● Records shown
====

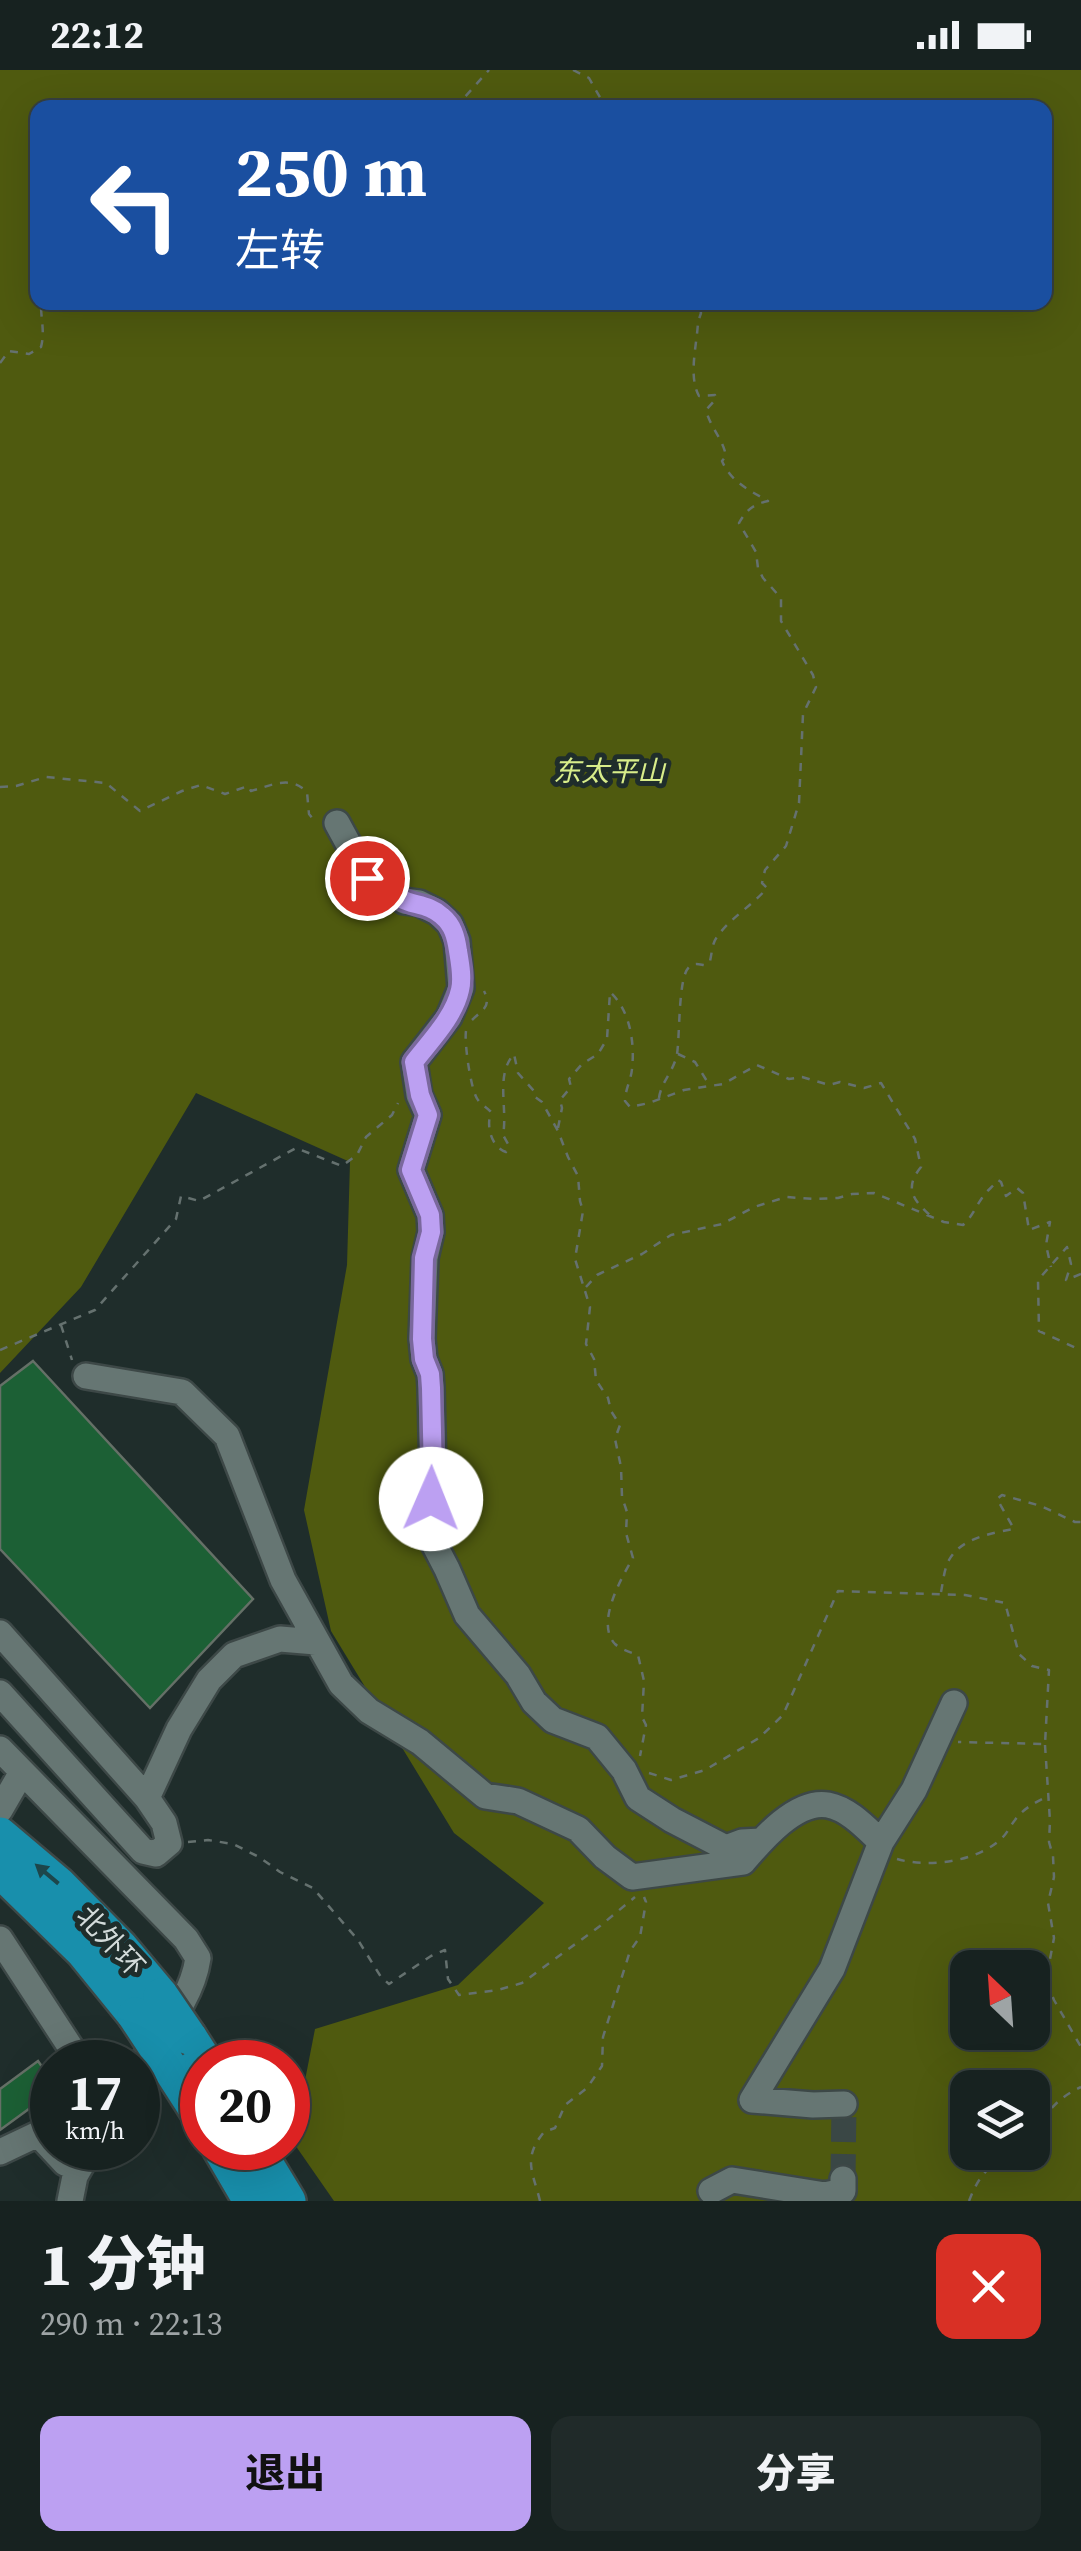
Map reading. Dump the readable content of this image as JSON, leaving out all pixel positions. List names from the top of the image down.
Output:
{
  "streets": {
    "highway": ["北外环"]
  },
  "parks": ["东太平山"],
  "north": "top left",
  "page": {
    "status": "22:12",
    "turn": ["250 m", "左转"],
    "speed": "17 km/h",
    "limit": "20",
    "heading": ["1 分钟", "290 m · 22:13"],
    "buttons": ["退出", "分享"]
  }
}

====

● Description of the task
Copy out every entry above, character for character, excluding pictures.

● Task answer
Map reading. Dump the readable content of this image as JSON, leaving out all pixel positions. List names from the top of the image down.
Output:
{
  "streets": {
    "highway": ["北外环"]
  },
  "parks": ["东太平山"],
  "north": "top left",
  "page": {
    "status": "22:12",
    "turn": ["250 m", "左转"],
    "speed": "17 km/h",
    "limit": "20",
    "heading": ["1 分钟", "290 m · 22:13"],
    "buttons": ["退出", "分享"]
  }
}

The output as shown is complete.